On March 19, Fontana, who was running for an individual seat, posted on the OSI Discourse forum that he had received an email asking him to sign the OSI board agreement before the results were announced. Kuhn wrote about this requirement on his blog the same day. Fontana and Kuhn objected to this, saying that it was explained during the orientation sessions that "signing the Board Agreement was a requirement to be seated as a director, but it was never stated that mere candidates were expected to sign".

OSI executive director Stefano Maffulli replied:

While the polls were open, we've heard that there may be candidates with no intention to sign the board agreement, which has become a mandatory requirement since you last served. We need to know who the actual candidates are before we run the STV calculation to determine the outcome of the vote. So for process efficiency, the board asked all candidates to confirm their good faith intention to serve on the board, so we can tell the software.

The board agreement only applies to seated members.

If the agreement applies only to seated members, it is puzzling that the OSI would require signing the agreement before a candidate has been elected. It seems akin to requiring political candidates to take an oath of office before an election, rather than doing so in order to be seated or asking job candidates to sign non-disparagement agreements before being offered a job instead of as part of onboarding paperwork.

Kuhn refused to use the proprietary Docusign service to sign the agreement, but returned an annotated PDF that struck out the requirement to publicly support all board decisions. Fontana attached an addendum that would allow and encourage public dissent "involving matters central to OSI's core mission and the public interest", as long as the member makes it clear that they are speaking in their personal capacity. It also would free directors to comment on decisions made prior to their tenure, and ensure that nothing in the board agreement would silence whistleblowing or contravene fiduciary duties to the OSI.

Thierry Carrez, a member of the board, defended the "code of silence" as standard practice in non-profit boards that he has served on. He asked Fontana how publicly complaining would help an organization like OSI, instead of hurting it. Fontana replied that it should be possible for a board member to express dissent in a respectful way rather than a false show of public unanimity or resigning from the board.

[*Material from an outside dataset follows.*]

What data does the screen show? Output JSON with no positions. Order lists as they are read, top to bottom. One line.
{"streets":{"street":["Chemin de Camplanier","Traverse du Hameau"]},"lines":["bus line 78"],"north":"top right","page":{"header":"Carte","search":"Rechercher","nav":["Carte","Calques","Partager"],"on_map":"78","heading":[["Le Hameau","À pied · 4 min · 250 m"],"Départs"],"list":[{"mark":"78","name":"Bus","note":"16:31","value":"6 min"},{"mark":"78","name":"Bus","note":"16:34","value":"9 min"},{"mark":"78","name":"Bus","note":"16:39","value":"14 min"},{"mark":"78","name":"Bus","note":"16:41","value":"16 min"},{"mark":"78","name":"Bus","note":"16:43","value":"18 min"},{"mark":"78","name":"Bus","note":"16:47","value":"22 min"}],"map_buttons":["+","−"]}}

Smith defended the requirement and said that disagree and commit is a "pretty common standard in the corporate world". Pamela Chestek, also a board member, and Casey Valk, who ran but did not win a seat, added support in the conversation for the board agreement's requirement to support board decisions.

Results and aftermath

Both Fontana and Kuhn said that they had returned a signed version of the board agreement prior to the stated deadline, but their signed versions were altered and apparently not delivered via OSI's preferred method of using Docusign. The OSI does not seem to have recognized those as valid, and votes for Kuhn and Fontana are not included in the public results. The announcement said that three candidates were excluded from the results, two for not signing the agreement and one for failing to meet the deadline, though it did not name the candidates who were excluded. The other candidate who seems to have been excluded is Bentley Hensel. His platform doesn't indicate any desire for radical change at OSI.

Chad Whitacre, who had run for the board in this election, wrote on the OSI forum that it was "unfortunate that OSI had to deal with such adversarial trolls in this election", though he acknowledged that the OSI had not helped itself by misstating the number of seats available for the election.

On social media, Kevin P. Fleming said that the entire process was confusing and poorly communicated, as well as placing requirements on candidates after votes had been cast. He said the people elected are good people, but "that's not the only measure of the process 'going well'". Maffulli replied that the candidates "excluded themselves" by not signing the board agreement. He allowed that there were bumps in the election process, and pointed to a decision by the board to create a retrospective on the election by April 19. Fleming followed up to suggest that the retrospective should be performed by independent members of the organization because the board members should not be analyzing their own behavior. Currently, it appears that board member Josh Berkus will be leading the retrospective.

Aaron Wolf pointed out that it isn't merely the candidates who have lost out: those who voted for them have been disenfranchised. He said that the only way forward with integrity would be to release the vote totals. Josh Triplett said that the board should have tallied the results, announced the winners, and then enforced the requirements. Failing to do that presents the appearance that the rule changes specifically targeted candidates that the current board does not like.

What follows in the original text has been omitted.